Before World War II, anthracite coal flourished as a major provider of fuel for the nation. After the war, the demand for coal began to decline as natural gas and electricity became preferred power sources; coal became a less needed commodity. Also devastating to Hazleton's coal industry were two hurricanes (Diane and Hazel). They flooded the mines and brought an end to Hazleton's deep mining. Unemployment soared, reaching 25-30%. With the demise of deep mining, strip mining would be utilized as long as it was economically advantageous. A new era was about to be born: the era of business and industry.

Some industry preceded the demise of coal. The Duplan Silk Corporation opened in Hazleton in 1899, and became the world's largest silk mill. The garment industry thrived and was invested in by New York mobster Albert Anastasia.

In 1947, Autolite Corporation was looking to expand operations in the East and had been looking into Hazleton. Officials from Autolite came to the area and surveyed the land. In their report, they noted that Hazleton was a "mountain wilderness" with no major water route, rail route, trucking route, or airport. In response, several area leaders gathered to address these problems.

CAN-DO (Community Area New Development Organization) was formally organized in 1956 by founder Dr. Edgar L. Dessen. Their main goal was to raise money, through their "Dime A Week" campaign, in which area residents were encouraged to put a dime on their sidewalk each week to be collected by CAN-DO. The company raised over $250,000 and was able to purchase over  of land, which was converted into an industrial park.

Because of CAN-DO's efforts, Hazleton was given the All-America City Award in 1964. Hazleton's economy is now based largely on manufacturing and shipping, facilitated by the relative closeness to Interstates 80 and 81. Five Pennsylvania highways also pass through the Hazleton area: Pennsylvania Route 309, Pennsylvania Route 93, Pennsylvania Route 924, Pennsylvania Route 424, and Pennsylvania Route 940.

An article published in December 2002 by U.S. News & World Report, "Letter from Pennsylvania: A town in need of a tomorrow", reported on Hazleton's shortcomings.

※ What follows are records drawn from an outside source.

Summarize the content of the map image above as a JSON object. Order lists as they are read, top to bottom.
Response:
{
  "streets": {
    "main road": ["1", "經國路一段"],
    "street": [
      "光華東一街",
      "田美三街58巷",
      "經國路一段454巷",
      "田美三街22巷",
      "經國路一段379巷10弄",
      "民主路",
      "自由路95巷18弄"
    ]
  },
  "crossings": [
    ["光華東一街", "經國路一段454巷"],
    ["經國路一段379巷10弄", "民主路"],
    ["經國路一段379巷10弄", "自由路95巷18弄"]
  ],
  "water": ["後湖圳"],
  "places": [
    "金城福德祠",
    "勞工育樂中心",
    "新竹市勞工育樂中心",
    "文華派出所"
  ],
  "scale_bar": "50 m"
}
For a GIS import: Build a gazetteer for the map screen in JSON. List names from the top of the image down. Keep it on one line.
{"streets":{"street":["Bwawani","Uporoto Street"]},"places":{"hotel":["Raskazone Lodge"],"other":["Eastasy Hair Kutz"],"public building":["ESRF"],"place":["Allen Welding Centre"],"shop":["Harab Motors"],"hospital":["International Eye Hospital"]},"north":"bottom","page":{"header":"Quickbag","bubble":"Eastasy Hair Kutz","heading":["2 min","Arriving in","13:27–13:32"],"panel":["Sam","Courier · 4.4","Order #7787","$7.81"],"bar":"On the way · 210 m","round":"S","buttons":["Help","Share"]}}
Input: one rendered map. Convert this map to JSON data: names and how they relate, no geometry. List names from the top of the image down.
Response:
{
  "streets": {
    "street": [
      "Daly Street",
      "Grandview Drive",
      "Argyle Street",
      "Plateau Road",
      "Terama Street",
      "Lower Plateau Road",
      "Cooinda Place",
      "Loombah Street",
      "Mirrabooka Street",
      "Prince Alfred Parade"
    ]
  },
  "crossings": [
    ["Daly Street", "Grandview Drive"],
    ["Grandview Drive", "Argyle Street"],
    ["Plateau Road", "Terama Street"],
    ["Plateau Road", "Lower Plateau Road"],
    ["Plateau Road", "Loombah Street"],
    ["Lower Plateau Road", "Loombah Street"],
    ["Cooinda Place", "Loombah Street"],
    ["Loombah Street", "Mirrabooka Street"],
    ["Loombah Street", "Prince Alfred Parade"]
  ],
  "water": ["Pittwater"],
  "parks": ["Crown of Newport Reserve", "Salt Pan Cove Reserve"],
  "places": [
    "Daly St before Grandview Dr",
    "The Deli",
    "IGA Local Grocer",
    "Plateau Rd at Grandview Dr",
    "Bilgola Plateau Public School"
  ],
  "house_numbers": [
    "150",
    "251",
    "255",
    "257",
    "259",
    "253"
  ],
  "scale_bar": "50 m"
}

It was criticized by local politicians and business leaders.

Immigration wave

The city experienced a demographic shift in the first years of the 21st century with the arrival of new immigrants: mostly from the Dominican Republic.

In 2006, Hazleton gained national attention as Republican Mayor Lou Barletta and council members passed the Illegal Immigration Relief Act. This ordinance was instituted to discourage hiring or renting to illegal immigrants. Initially, the ordinance levied an administrative fine of $100.00 per illegal immigrant rented to and a loss of permits for non-compliance.  Another act passed concurrently made English the official language of Hazleton.

Mayor Barletta estimated that "as many as half" of the estimated 10,000 Hispanics who were living in Hazleton left the city when the ordinance was passed. The issue was covered by the television program 60 Minutes in 2006 and the Fox News show The O'Reilly Factor in March 2007.

The ordinance was criticized as illegal and unconstitutional. A number of residents (landlords, business owners, lawful aliens defined as illegal under the act, and unlawful aliens) filed suit to strike down the law, claiming it violates the Supremacy Clause of the U.S. Constitution as well as the First and Fourteenth Amendments to the Constitution. After a trial and several appeals (including a remand from the Supreme Court), the Third Circuit found the ordinance invalid due to federal preemption.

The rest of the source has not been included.